After researching a few historical topics like the murder of John F. Kennedy and other historical topics, I ended up choosing the Jonestown Massacre. But what was the Jonestown Massacre?
In my podcast, I first introduce Jim Jones. The religious leader of the whole massacre itself. I then talk about his psychological mindset, his physical condition and behavior before everything first started.
I go into talking about the people who had found out about him, outsiders, investigators, and journalists. In my podcast, I illustrated what happened to them, and then talked about what happened on the day of the massacre.
When you think of a massacre, the first thing that you probably think of is the Boston Massacre, because it’s known. But the Jonestown Massacre is different. It’s a piece of history that not many people know, a history that seems to go untold.

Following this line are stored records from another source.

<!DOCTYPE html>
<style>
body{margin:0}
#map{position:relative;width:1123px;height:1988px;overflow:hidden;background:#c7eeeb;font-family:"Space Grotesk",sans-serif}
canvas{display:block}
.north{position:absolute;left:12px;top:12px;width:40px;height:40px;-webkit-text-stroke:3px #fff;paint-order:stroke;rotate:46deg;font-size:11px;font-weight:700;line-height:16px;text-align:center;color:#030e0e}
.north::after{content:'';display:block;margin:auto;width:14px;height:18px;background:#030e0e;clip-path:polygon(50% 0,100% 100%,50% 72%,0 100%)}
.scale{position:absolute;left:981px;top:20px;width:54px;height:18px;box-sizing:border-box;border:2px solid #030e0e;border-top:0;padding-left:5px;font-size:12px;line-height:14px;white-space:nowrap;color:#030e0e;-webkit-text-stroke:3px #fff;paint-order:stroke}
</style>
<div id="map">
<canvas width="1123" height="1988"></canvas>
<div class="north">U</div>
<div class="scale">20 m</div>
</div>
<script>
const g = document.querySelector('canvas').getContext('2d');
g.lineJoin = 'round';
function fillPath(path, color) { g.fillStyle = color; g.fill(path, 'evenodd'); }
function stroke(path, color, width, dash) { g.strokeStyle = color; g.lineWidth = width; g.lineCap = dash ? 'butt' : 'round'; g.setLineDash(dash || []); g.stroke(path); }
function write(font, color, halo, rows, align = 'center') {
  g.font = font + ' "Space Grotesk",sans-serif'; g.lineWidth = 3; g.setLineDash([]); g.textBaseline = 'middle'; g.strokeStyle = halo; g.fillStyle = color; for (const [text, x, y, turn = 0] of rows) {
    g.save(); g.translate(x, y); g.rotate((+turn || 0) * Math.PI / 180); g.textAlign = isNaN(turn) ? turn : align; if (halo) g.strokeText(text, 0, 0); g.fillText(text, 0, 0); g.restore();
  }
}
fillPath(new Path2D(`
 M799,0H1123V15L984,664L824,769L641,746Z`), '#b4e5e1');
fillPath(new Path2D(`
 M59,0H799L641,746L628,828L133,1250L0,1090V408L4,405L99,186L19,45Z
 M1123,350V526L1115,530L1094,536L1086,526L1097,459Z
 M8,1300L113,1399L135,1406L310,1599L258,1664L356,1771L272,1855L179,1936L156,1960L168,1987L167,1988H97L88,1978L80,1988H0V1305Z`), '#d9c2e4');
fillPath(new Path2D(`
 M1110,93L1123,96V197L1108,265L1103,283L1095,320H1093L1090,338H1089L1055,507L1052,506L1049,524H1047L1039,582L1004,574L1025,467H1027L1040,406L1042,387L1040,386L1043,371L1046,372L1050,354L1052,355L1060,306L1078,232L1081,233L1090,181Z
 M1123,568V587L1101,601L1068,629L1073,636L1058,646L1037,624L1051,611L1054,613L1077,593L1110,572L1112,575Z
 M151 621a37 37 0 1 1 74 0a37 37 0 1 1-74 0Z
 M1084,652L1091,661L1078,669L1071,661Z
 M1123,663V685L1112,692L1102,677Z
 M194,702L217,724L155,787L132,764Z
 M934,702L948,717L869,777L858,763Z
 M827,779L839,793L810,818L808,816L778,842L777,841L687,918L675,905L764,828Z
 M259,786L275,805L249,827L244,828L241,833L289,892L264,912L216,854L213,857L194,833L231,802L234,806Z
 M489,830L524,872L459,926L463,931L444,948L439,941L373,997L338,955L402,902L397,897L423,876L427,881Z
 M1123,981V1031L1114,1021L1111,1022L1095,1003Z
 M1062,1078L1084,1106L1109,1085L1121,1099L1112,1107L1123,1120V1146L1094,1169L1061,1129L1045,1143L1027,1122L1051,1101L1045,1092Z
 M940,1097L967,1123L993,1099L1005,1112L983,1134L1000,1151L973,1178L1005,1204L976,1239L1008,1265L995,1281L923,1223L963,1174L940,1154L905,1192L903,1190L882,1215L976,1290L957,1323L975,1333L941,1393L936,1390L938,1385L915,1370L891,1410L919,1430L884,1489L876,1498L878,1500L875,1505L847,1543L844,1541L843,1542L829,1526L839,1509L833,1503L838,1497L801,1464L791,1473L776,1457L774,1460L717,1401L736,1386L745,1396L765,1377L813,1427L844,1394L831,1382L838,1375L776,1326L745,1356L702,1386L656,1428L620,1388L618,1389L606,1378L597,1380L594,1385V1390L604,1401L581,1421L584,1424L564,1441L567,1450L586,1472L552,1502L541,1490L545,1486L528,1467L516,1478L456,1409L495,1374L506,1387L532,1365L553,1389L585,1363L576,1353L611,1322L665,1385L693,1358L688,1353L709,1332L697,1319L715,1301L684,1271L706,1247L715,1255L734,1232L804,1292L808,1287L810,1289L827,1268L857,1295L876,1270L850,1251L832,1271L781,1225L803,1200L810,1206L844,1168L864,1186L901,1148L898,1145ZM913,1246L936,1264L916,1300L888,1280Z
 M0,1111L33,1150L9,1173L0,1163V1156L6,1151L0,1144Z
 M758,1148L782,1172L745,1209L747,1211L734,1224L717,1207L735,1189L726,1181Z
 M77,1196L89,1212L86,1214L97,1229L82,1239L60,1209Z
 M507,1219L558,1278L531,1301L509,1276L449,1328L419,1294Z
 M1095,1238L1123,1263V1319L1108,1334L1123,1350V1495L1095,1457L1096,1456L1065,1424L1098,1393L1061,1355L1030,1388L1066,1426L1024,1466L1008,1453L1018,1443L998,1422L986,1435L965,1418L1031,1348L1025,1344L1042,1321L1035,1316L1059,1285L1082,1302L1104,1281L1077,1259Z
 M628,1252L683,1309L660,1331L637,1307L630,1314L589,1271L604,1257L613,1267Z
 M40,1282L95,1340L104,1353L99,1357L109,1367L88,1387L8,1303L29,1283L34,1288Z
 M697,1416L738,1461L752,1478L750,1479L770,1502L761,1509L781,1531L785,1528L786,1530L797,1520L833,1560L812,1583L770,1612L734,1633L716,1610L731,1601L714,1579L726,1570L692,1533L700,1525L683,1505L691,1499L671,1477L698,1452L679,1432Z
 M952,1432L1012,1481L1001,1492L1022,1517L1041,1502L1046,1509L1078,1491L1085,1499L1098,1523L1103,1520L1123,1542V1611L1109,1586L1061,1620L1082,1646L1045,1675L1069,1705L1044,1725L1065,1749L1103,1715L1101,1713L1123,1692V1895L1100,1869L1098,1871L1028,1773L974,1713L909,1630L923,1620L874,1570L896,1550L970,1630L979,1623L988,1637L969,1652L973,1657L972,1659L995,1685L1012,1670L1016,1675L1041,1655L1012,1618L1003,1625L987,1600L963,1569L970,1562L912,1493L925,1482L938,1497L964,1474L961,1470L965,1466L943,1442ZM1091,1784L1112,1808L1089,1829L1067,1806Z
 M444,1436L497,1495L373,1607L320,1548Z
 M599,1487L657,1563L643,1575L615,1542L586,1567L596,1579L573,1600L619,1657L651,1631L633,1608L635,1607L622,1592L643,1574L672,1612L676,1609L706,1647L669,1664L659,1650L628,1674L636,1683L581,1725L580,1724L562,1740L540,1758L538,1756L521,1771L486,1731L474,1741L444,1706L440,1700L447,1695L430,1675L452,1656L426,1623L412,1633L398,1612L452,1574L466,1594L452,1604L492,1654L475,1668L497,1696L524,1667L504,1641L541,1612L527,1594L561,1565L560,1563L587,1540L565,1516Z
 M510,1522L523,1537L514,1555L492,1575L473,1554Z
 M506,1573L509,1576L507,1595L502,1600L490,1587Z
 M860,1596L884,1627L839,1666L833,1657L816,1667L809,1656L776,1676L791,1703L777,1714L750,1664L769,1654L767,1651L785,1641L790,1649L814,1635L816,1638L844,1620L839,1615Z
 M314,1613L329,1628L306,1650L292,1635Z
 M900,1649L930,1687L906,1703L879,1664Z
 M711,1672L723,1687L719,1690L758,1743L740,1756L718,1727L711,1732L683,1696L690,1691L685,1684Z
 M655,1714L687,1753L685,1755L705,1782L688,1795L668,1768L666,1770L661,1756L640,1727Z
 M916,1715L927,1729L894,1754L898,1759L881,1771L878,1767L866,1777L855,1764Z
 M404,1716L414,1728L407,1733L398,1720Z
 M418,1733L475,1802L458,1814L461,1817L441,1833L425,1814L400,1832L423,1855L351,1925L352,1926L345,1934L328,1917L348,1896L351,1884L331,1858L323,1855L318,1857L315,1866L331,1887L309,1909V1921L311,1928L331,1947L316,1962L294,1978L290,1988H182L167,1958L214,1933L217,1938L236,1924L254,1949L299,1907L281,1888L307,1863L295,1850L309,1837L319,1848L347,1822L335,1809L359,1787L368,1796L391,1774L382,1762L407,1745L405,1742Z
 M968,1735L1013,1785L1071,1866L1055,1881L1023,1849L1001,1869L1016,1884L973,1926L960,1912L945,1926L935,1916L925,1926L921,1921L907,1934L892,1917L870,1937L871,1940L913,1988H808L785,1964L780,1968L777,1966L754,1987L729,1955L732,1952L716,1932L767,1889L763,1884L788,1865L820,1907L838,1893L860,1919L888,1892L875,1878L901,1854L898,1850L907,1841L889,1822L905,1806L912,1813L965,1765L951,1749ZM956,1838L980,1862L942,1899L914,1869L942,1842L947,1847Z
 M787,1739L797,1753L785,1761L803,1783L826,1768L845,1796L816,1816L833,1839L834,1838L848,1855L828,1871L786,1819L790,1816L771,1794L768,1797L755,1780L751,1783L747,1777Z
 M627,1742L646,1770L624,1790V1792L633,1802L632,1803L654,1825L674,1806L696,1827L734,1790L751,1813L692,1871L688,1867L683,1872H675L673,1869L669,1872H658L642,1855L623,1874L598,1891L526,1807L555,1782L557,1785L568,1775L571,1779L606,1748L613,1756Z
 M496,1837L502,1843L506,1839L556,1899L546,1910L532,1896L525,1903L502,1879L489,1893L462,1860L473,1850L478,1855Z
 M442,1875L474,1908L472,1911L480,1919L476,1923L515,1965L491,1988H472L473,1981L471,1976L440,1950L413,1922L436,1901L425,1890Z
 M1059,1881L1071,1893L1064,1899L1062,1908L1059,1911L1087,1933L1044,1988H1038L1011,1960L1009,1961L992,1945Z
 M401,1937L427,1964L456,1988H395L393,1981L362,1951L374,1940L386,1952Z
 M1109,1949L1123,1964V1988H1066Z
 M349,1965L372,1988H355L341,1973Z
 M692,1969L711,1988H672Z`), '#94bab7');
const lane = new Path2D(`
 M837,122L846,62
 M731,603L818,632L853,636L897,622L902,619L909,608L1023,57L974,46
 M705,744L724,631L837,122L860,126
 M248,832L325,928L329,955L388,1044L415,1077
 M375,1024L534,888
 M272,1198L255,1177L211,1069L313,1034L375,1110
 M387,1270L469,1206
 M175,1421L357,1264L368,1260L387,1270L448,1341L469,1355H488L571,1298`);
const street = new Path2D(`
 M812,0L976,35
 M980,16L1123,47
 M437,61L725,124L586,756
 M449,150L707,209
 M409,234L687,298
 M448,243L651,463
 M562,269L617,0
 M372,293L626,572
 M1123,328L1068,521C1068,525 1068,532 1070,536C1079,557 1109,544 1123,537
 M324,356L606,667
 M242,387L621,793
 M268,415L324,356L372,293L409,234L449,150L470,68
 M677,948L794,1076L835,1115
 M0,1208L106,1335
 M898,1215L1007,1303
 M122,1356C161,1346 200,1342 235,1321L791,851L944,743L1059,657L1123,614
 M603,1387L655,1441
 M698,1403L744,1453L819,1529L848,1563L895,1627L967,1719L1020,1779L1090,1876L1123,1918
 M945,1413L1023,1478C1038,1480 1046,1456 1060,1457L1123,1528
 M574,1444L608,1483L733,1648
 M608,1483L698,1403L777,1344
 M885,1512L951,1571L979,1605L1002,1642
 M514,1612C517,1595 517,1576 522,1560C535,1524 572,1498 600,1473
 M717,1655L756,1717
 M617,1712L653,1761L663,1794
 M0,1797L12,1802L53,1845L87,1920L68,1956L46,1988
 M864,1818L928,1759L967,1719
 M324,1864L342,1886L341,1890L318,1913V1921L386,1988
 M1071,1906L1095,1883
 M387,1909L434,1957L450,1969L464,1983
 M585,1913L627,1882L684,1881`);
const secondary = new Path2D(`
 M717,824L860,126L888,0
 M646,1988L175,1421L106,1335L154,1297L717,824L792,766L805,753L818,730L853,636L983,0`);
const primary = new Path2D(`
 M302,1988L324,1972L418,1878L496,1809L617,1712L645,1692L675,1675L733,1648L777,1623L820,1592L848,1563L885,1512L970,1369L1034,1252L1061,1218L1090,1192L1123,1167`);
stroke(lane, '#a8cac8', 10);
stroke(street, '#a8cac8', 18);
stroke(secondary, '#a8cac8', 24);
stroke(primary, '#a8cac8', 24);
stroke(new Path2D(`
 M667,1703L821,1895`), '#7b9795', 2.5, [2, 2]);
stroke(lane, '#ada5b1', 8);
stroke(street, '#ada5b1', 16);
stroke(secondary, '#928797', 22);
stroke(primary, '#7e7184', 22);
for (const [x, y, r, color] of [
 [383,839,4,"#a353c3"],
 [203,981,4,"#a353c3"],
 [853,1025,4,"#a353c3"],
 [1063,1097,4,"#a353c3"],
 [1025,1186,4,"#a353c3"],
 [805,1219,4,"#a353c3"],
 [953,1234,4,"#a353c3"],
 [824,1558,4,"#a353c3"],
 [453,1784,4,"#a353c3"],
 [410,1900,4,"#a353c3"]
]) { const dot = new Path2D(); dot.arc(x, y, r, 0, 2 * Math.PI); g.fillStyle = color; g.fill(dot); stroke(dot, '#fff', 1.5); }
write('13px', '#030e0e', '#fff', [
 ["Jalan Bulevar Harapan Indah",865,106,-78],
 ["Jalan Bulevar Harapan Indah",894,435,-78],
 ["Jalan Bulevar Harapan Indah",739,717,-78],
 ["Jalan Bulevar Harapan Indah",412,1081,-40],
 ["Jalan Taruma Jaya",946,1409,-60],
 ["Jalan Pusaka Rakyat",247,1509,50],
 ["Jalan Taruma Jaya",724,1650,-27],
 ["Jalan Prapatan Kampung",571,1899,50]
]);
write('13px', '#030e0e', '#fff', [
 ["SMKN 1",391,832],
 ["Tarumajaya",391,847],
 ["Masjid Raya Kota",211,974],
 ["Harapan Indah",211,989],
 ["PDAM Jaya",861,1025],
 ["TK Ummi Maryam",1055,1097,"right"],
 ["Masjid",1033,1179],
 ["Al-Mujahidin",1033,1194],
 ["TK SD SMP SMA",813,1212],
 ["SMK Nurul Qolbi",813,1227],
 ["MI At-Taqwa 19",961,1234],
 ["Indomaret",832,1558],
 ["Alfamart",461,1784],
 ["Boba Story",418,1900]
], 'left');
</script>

In my podcast, I give the Jonestown Massacre the recognition it deserves. Listen to it here:
After producing my podcast, I had realized that it’s harder than it seems. Many people seem to think that since nobody is watching you recite the script, it’s easier. Although, that’s not the case. For the first couple tries of recording different sections, I began to stumble and stutter over my words. Later causing me to laugh at myself. Something that my dad also does as he makes his own podcasts as well. Although, after trying and again and again I gradually became better at my speech and things started sounding like a real professional podcast. I am proud of my work and I hope that others are as interested in my topic as I am.